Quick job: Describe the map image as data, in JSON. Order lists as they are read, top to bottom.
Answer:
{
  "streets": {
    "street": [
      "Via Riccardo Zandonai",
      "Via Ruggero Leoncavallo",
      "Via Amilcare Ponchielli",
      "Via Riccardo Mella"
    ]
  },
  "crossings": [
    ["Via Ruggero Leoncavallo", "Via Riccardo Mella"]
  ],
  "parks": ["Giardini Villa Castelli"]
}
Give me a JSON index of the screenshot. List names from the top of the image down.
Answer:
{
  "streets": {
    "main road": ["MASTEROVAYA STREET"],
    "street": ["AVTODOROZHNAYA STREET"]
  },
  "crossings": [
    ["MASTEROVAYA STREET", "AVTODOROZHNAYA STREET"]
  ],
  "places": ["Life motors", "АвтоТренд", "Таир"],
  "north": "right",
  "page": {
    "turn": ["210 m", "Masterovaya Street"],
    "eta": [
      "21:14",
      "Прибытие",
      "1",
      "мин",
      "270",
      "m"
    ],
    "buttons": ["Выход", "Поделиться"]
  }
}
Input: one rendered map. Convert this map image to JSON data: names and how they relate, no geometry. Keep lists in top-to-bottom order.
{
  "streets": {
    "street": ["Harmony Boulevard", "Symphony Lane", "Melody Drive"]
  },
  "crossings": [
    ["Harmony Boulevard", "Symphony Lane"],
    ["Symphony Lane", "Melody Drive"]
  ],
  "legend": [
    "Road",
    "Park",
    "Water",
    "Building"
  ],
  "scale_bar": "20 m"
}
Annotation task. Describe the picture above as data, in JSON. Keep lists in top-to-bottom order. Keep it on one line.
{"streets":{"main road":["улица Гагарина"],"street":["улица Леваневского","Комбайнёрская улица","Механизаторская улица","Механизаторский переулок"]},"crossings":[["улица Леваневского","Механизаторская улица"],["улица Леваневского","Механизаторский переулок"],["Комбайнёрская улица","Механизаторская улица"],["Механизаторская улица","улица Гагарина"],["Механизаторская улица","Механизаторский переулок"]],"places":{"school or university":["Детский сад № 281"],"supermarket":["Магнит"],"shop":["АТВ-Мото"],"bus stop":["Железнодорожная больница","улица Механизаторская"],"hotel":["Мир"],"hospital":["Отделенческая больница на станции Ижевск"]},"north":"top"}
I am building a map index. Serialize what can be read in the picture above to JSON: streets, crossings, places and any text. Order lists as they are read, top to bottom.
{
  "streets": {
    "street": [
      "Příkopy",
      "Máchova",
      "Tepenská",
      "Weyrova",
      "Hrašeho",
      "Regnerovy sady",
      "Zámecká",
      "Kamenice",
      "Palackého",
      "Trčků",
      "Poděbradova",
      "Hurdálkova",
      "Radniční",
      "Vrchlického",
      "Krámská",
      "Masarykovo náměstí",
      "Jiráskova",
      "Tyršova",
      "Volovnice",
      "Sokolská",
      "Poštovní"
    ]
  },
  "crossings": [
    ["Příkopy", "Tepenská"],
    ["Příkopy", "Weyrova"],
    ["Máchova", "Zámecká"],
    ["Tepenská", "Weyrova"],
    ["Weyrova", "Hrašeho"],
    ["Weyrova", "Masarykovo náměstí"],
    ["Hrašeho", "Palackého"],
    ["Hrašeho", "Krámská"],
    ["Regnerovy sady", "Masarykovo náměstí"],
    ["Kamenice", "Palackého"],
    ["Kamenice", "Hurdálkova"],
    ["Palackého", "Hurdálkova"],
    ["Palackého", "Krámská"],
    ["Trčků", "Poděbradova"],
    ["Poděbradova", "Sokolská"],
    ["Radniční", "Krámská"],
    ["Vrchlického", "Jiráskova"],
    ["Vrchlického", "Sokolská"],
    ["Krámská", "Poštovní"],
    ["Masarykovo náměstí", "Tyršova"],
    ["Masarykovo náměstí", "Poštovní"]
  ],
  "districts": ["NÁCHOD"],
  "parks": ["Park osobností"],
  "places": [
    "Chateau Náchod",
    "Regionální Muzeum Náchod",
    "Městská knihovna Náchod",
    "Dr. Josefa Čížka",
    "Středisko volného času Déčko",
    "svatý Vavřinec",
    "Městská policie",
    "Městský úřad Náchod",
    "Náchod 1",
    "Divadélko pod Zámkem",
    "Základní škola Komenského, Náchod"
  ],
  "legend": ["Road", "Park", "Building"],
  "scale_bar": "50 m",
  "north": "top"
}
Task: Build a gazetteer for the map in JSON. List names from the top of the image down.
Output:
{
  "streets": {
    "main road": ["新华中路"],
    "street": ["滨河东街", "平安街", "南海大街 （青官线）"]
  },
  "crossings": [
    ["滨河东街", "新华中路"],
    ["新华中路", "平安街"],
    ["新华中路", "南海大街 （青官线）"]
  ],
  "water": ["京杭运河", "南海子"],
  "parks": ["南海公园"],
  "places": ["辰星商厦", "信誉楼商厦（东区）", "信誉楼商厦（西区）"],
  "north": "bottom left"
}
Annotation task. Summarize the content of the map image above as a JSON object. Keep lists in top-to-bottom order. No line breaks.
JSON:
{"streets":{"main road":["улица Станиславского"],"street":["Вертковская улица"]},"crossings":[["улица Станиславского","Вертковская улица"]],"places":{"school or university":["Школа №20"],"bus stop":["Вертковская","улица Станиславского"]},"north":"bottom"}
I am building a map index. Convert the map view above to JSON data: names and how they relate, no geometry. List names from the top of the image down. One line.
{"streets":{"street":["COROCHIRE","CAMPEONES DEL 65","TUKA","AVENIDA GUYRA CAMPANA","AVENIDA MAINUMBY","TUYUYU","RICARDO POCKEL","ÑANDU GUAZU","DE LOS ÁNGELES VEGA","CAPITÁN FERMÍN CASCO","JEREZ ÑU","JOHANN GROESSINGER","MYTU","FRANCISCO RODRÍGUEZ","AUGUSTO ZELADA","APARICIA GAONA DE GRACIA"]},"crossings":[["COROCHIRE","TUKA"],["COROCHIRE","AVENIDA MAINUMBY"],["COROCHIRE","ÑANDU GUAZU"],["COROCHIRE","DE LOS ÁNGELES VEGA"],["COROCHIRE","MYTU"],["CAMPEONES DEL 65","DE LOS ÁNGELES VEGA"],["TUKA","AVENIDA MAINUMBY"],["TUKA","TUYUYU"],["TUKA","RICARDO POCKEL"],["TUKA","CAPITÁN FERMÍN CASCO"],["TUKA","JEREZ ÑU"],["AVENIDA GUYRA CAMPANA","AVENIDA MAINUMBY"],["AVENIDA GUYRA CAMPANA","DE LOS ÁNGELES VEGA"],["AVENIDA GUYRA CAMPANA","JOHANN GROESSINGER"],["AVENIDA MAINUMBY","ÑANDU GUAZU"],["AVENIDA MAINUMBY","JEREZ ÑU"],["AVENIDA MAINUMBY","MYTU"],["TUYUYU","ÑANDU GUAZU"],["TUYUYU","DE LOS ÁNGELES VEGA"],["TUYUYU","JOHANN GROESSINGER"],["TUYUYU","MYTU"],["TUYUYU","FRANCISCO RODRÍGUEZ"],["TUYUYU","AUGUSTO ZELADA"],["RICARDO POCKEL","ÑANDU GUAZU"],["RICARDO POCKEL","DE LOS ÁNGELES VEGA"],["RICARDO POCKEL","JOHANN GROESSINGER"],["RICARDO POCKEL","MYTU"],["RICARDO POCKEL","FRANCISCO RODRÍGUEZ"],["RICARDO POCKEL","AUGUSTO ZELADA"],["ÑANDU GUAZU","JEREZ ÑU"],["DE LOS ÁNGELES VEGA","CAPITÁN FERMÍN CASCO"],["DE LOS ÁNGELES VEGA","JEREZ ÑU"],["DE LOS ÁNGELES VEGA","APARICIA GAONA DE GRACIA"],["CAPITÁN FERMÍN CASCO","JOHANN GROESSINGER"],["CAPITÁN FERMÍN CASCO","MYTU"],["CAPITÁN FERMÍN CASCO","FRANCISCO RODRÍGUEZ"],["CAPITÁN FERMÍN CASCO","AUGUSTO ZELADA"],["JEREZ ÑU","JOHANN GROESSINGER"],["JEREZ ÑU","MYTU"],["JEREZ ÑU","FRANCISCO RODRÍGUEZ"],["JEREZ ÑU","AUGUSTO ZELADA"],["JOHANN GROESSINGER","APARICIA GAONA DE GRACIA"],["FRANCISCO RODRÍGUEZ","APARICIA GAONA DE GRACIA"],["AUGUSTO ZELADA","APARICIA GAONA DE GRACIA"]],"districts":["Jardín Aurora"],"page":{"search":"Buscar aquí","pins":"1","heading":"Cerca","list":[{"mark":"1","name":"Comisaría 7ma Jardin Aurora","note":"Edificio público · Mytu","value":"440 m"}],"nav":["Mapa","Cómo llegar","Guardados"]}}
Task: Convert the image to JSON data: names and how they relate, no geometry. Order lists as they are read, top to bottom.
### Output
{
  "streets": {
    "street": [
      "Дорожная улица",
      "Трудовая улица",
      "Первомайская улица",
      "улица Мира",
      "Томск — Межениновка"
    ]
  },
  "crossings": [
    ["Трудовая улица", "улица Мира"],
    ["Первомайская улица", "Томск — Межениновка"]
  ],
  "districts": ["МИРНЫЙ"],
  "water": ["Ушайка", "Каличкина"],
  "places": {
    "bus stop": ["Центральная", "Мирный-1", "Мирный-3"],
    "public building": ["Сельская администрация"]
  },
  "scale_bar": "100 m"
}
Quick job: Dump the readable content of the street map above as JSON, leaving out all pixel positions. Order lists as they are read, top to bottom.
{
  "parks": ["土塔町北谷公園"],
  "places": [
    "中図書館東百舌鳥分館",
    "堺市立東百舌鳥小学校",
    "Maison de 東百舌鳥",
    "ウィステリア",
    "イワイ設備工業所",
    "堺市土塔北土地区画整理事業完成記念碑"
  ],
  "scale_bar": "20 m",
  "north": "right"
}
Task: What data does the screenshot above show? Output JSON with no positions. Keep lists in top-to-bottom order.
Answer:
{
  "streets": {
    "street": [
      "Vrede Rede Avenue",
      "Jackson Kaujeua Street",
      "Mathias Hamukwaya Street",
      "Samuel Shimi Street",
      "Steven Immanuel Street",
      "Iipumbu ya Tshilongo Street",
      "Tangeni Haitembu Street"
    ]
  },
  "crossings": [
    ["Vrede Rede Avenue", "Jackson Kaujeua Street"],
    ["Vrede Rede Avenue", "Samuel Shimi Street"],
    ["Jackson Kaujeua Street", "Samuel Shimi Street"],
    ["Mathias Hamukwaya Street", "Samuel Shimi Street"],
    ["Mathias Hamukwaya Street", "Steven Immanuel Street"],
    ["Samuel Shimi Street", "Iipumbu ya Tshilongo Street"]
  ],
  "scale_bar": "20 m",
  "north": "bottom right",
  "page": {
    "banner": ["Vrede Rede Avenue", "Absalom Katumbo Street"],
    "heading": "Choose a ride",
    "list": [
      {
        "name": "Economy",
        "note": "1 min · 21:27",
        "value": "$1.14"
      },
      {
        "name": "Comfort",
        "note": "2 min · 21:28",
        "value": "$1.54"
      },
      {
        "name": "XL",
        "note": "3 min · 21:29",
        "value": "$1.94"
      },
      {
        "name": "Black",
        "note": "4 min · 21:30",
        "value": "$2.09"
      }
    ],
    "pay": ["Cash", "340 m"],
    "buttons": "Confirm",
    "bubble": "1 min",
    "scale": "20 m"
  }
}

——

- Task statement
Identify the lines in the entries above that contain "buttons", then copy them out.

- Response to the task
    "buttons": ["Выход", "Поделиться"]
    "buttons": "Confirm",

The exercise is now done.